キュートとかラブとかの単語が乱舞している。
好感度は高そうだ。
でもコメントはすべて外国語である。
海の向こうで何が起きているのか?
萌々は不満そうに、
「それにしてもさぁ……。どうしたらこんなに再生回数が増えるのかなぁ? ウチらなんか一万PV超えるのがやっとのにぃ」
いや、僻んでる場合じゃないぞ。
気持ちは分かるが。
萌々たちのアイドルグループもネットに動画を公開している。
しかしながら、地方都市のご当地アイドルの動画再生回数なんて知れたものだ。
俺は年長者らしくシニカルな口調で、
「まあ、人は生まれながらにして不平等だからな。

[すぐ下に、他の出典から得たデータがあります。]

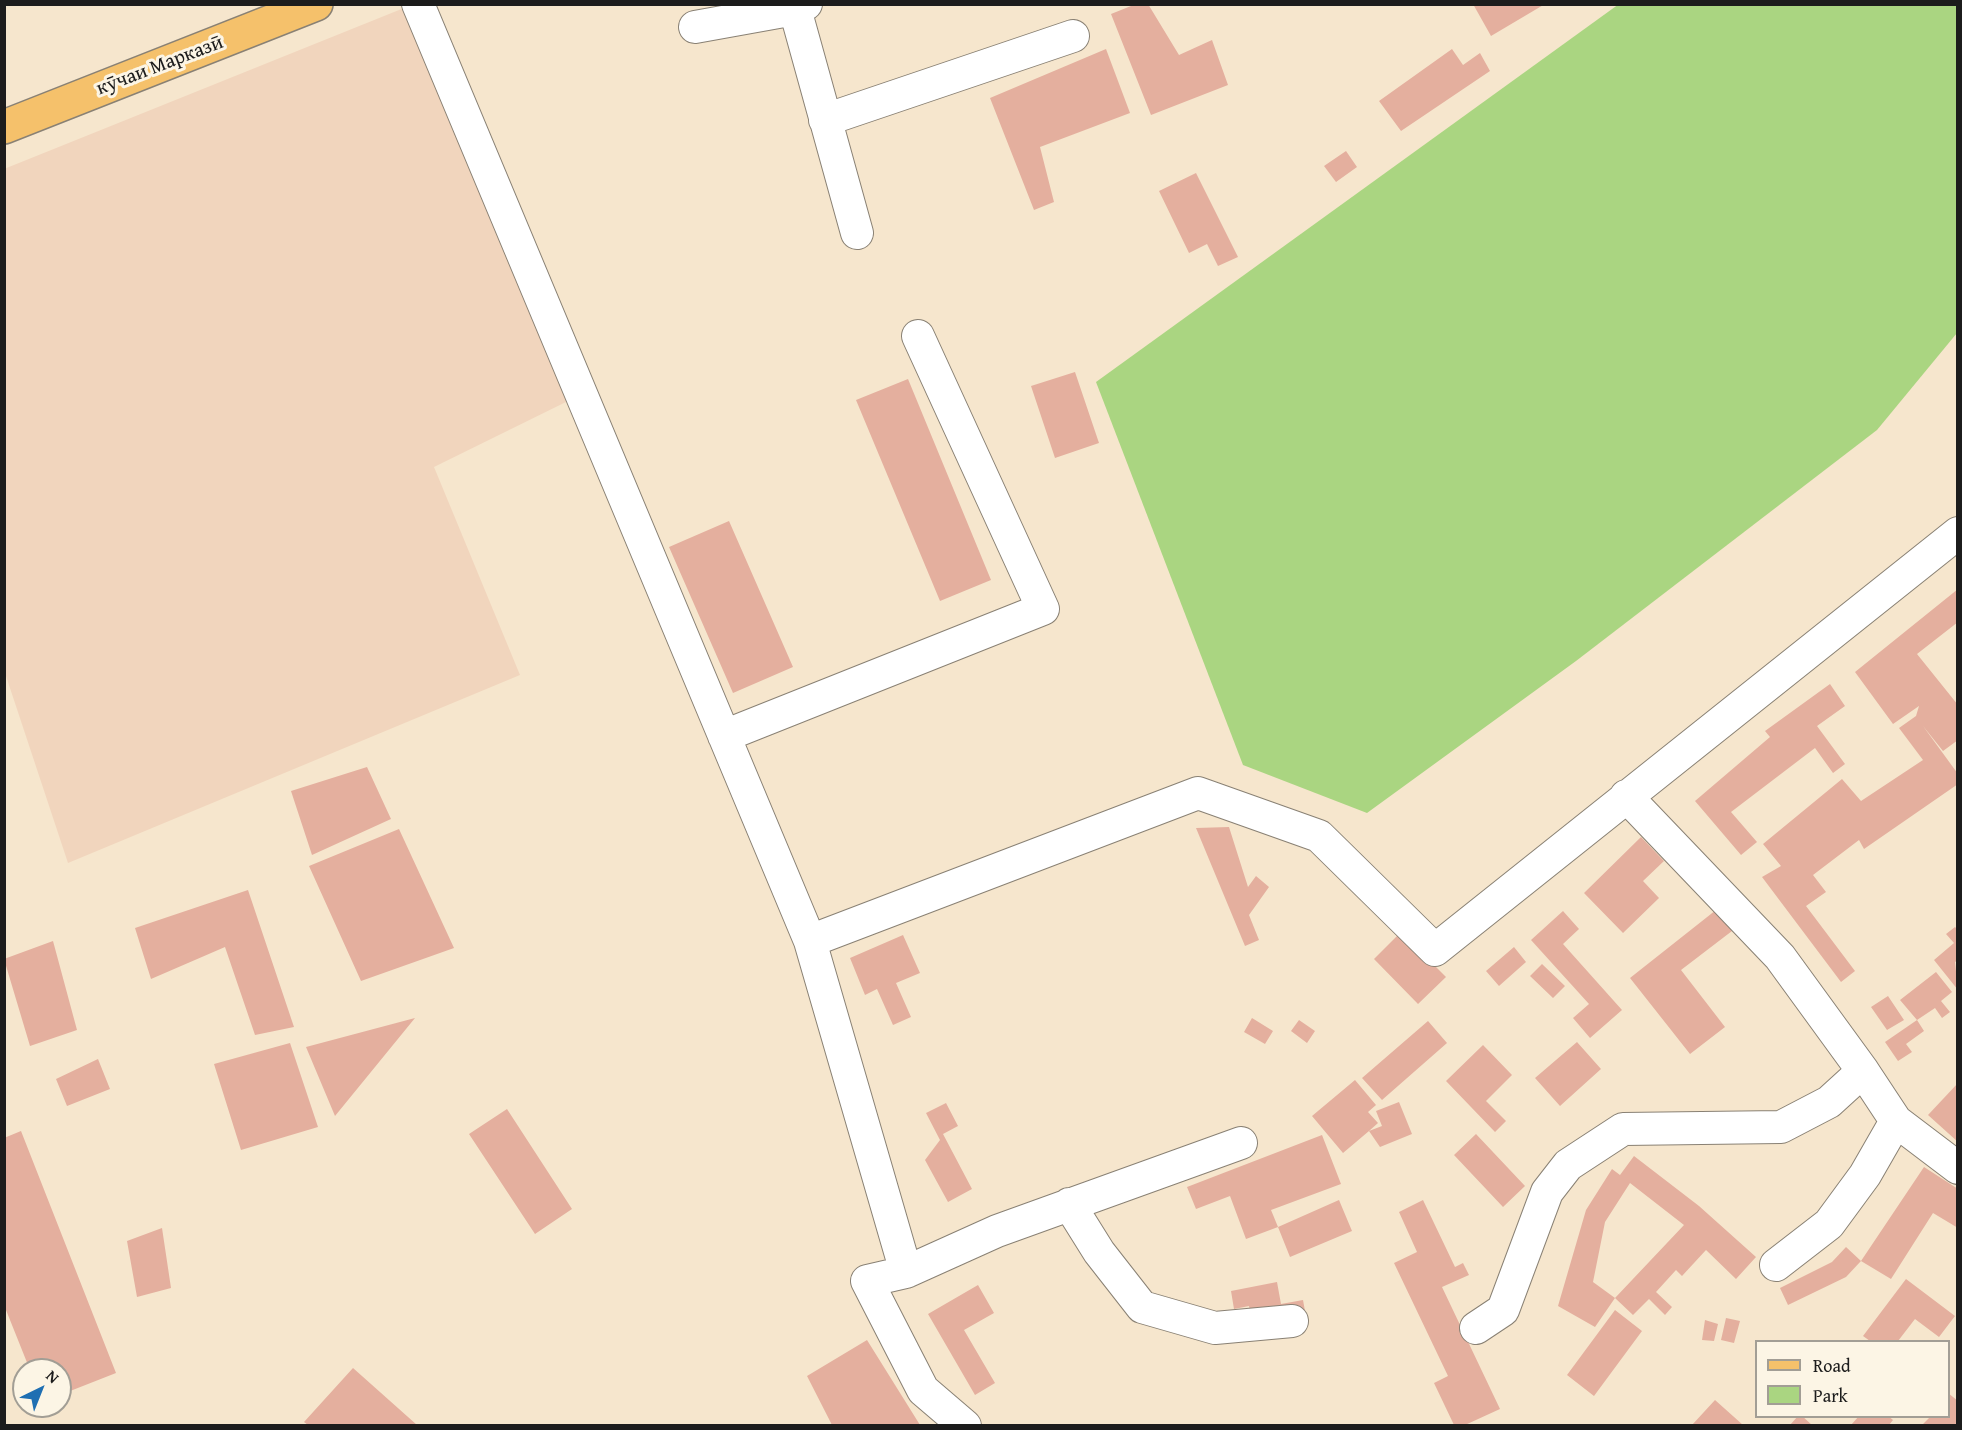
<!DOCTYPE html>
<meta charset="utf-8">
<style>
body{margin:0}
#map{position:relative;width:1962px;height:1430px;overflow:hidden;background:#f6e6cd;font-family:"Gentium Book Plus",serif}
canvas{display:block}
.frame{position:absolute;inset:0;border:6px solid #1c1c1c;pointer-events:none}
.legend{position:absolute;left:1755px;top:1340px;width:195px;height:78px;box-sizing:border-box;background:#fcf5e5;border:2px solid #a29e95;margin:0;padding:8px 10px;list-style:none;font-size:18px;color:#1c1c1c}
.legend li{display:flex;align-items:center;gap:12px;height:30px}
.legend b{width:30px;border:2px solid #a29e95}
.north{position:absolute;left:12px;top:1358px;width:60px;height:60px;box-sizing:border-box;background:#fcf5e5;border:2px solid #a29e95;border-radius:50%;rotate:43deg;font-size:16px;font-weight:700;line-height:24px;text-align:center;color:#1c1c1c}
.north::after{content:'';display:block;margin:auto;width:21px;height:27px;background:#1f6fb2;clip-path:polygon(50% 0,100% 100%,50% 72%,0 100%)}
</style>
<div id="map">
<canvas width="1962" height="1430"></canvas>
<div class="frame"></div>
<ul class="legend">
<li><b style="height:8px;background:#f5c16b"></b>Road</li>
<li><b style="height:16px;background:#aad581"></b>Park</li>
</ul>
<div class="north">N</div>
</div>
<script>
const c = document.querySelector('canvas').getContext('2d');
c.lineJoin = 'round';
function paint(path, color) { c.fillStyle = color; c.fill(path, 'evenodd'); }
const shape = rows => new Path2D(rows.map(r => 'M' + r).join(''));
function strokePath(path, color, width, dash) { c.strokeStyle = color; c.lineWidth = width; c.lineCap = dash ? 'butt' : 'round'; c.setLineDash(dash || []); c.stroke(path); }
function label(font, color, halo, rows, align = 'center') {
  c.font = font + ' "Gentium Book Plus",serif'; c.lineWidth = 6; c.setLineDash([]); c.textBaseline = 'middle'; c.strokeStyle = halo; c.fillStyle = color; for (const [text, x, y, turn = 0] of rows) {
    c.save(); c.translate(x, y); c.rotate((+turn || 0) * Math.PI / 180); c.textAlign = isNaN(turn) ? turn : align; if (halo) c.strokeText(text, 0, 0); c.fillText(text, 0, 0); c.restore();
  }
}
paint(shape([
 [404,8,568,401,434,467,520,675,68,863,5,673,4,169]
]), '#f1d5bd');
paint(shape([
 [1619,4,1957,5,1957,333,1877,430,1576,661,1367,813,1243,765,1096,382]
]), '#aad581');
paint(shape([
 [1136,4,1148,4,1179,55,1212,40,1228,85,1151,115,1111,14],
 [1473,4,1545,4,1491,36],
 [1106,49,1130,113,1040,147,1054,202,1034,210,990,98],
 [1452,49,1463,65,1480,53,1490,71,1401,131,1379,101],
 [1346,151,1357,167,1336,182,1324,166],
 [1196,173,1238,257,1218,266,1207,244,1189,253,1159,191],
 [1075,372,1099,443,1055,458,1031,386],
 [908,379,991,580,940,601,856,400],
 [729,521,793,667,733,693,669,547],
 [1958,589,1958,622,1917,654,1958,705,1958,740,1943,751,1923,726,1958,774,1958,784,1864,849,1859,840,1813,875,1826,892,1806,906,1855,971,1841,982,1762,877,1781,866,1763,844,1842,779,1861,801,1923,760,1899,728,1916,716,1919,706,1893,724,1855,672],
 [1830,684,1845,706,1817,726,1845,764,1833,773,1815,748,1731,812,1757,842,1741,855,1695,801,1770,737,1765,731],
 [367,767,391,819,312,855,291,791],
 [1229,827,1248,887,1256,876,1269,887,1249,915,1259,940,1245,946,1196,828],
 [399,829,454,948,361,981,309,866],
 [1641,837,1664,861,1643,881,1659,898,1623,933,1584,893],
 [248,890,294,1027,255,1035,225,947,151,979,135,928],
 [1716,910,1732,931,1681,970,1725,1027,1690,1054,1630,978],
 [1563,911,1579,929,1563,944,1622,1010,1590,1038,1573,1018,1589,1004,1531,940],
 [1955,927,1958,930,1958,960,1955,962,1958,990,1934,960,1954,943,1946,934],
 [1401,932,1446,977,1418,1004,1374,959],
 [903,935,920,973,896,983,911,1017,893,1025,877,989,865,995,850,958],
 [53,941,77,1030,30,1046,4,959],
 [1514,947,1526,962,1499,986,1486,971],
 [1542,964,1565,986,1553,998,1530,976],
 [1936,972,1952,992,1941,1001,1950,1012,1942,1018,1935,1008,1917,1020,1900,1000],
 [1888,996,1904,1020,1887,1030,1871,1007],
 [415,1018,335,1116,306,1047],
 [1252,1018,1273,1031,1265,1044,1244,1032],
 [1299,1020,1315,1031,1307,1043,1291,1031],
 [1917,1020,1924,1031,1906,1044,1912,1052,1898,1061,1885,1042],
 [1428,1021,1447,1043,1382,1100,1362,1078],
 [1577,1042,1601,1069,1560,1106,1535,1078],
 [290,1043,318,1127,241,1150,214,1064],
 [1483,1045,1512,1075,1486,1101,1506,1121,1495,1132,1446,1081],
 [98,1059,110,1089,67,1106,56,1079],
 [1355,1080,1376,1105,1368,1112,1378,1123,1369,1131,1382,1126,1376,1111,1399,1102,1412,1134,1380,1147,1369,1131,1343,1153,1312,1116],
 [1958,1083,1958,1142,1928,1115],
 [946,1103,958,1126,943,1134,972,1189,948,1202,925,1160,940,1140,926,1113],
 [507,1109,572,1209,535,1234,469,1134],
 [21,1131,116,1373,60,1395,60,1370,30,1370,4,1305,4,1138],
 [1476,1134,1525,1186,1503,1207,1454,1155],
 [1322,1135,1341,1184,1271,1210,1278,1227,1246,1239,1230,1196,1196,1209,1187,1187],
 [1634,1156,1699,1206,1756,1257,1736,1279,1706,1250,1682,1276,1676,1270,1656,1292,1672,1307,1665,1315,1649,1299,1633,1315,1615,1298,1595,1327,1558,1306,1586,1210,1612,1169,1620,1175],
 [1630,1183,1684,1225,1615,1298,1593,1282,1605,1222],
 [1924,1167,1958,1189,1958,1228,1933,1213,1891,1279,1861,1261],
 [1339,1200,1352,1231,1290,1257,1278,1227],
 [1423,1200,1455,1267,1463,1263,1469,1275,1442,1287,1500,1409,1465,1425,1454,1425,1434,1383,1448,1376,1394,1263,1417,1252,1399,1212],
 [162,1228,171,1288,137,1297,127,1241],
 [1846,1247,1861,1261,1846,1277,1788,1305,1780,1288,1832,1262],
 [1906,1279,1955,1316,1939,1337,1915,1319,1898,1341,1870,1341,1863,1336],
 [1277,1282,1281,1304,1303,1300,1305,1311,1252,1321,1249,1306,1234,1309,1231,1291],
 [978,1285,994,1313,964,1330,995,1383,975,1395,928,1314],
 [1615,1310,1642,1331,1594,1396,1567,1375],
 [1726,1318,1740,1321,1734,1343,1721,1340],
 [1705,1320,1718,1324,1714,1341,1702,1340],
 [867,1340,920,1425,832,1425,807,1376],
 [353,1368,417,1425,308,1425,304,1422],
 [1948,1393,1958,1401,1958,1425,1922,1425,1931,1416,1948,1416],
 [1715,1400,1743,1425,1692,1425],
 [1798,1416,1802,1416,1812,1425,1790,1425],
 [1859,1416,1888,1416,1893,1420,1889,1425,1851,1425]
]), '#e4af9e');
const minor = shape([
 [418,4,810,941,906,1272,867,1281,923,1390,965,1426],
 [806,4,795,9,857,233],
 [695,27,795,9,794,4],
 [825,120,1073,36],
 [724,736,1043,609,918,336],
 [1626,796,1780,957,1863,1071,1896,1121,1958,1168],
 [810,941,1198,793,1319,836,1435,950,1958,533],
 [1069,1204,1099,1252,1142,1307,1215,1328,1292,1321],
 [1776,1265,1829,1224,1865,1175,1896,1121],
 [906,1272,997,1231,1241,1143],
 [1476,1328,1503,1310,1547,1192,1568,1165,1623,1129,1781,1127,1829,1102,1863,1071]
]);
const major = shape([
 [4,127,316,4]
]);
strokePath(minor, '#898174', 34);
strokePath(major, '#898174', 36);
strokePath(minor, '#fff', 32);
strokePath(major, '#f5c16b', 33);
label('20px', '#1c1c1c', '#fcf5e5', [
 ["кӯчаи Марказӣ",160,66,-21]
]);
</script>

それが現実ってヤツさ……」
四〇歳になった今、つくづく思う。
結果も機会も平等だった試しはない。
「そりゃ、コタローさん見てれば分かるけどさぁ……」
萌々は、人生の先輩からの貴重なアドヴァイスを鼻で笑った。
うぐぐ。
おっさんの威厳はどこ行った。
萌々は体を前に倒して、俺の体越しに、シャーロットの方へ険しい視線を飛ばす。
「ところでさぁ……。あんたに聞きたいことがあるんだけど」
「な、なんですか?」
シャーロットは身を固くする。
「あんた、なんでそんなに歌とか踊りが上手いの?」
「別に上手いとは思ってませんけど。まあ、小さい頃からLAの俳優養成学校に通ってましたし……」
とたんに萌々は、眉をキッとひそめる。
シャーロットの謙遜が気に触ったらしい。
「俳優養成学校ねぇ。それってなんか、ずるくない?」
「そんなこと、わたしに言われましても。好きで通っていたわけじゃないですし」
シャーロットは、むっと頬を膨らませる。
こらこら。
俺は両手を左右に広げて、二人の間にATフィールドを展開する。
君たちには仲良くしてもらわないと。
俺が一番困るのだ。
萌々は、空を蹴り上げるように足をぶらぶら動かしながら、
「やっぱり釈然としないなぁ……」
「気持ちは分かるぜ、萌々ちゃん。でもよ、再生回数じゃファンの熱意は測れないぜ」
ほら、君のすぐ横に、熱烈なファンがいるだろ?
君の本性が重度のオタクだと知りつつも、応援してくれる熱烈なファンが──
と、それはさておいて。
なにはともあれ、再生回数が急増した理由を探らないとな。
海外のニュースサイトでピックアップされているのか。
あるいは、どっかの大統領がツイッターで紹介したのか。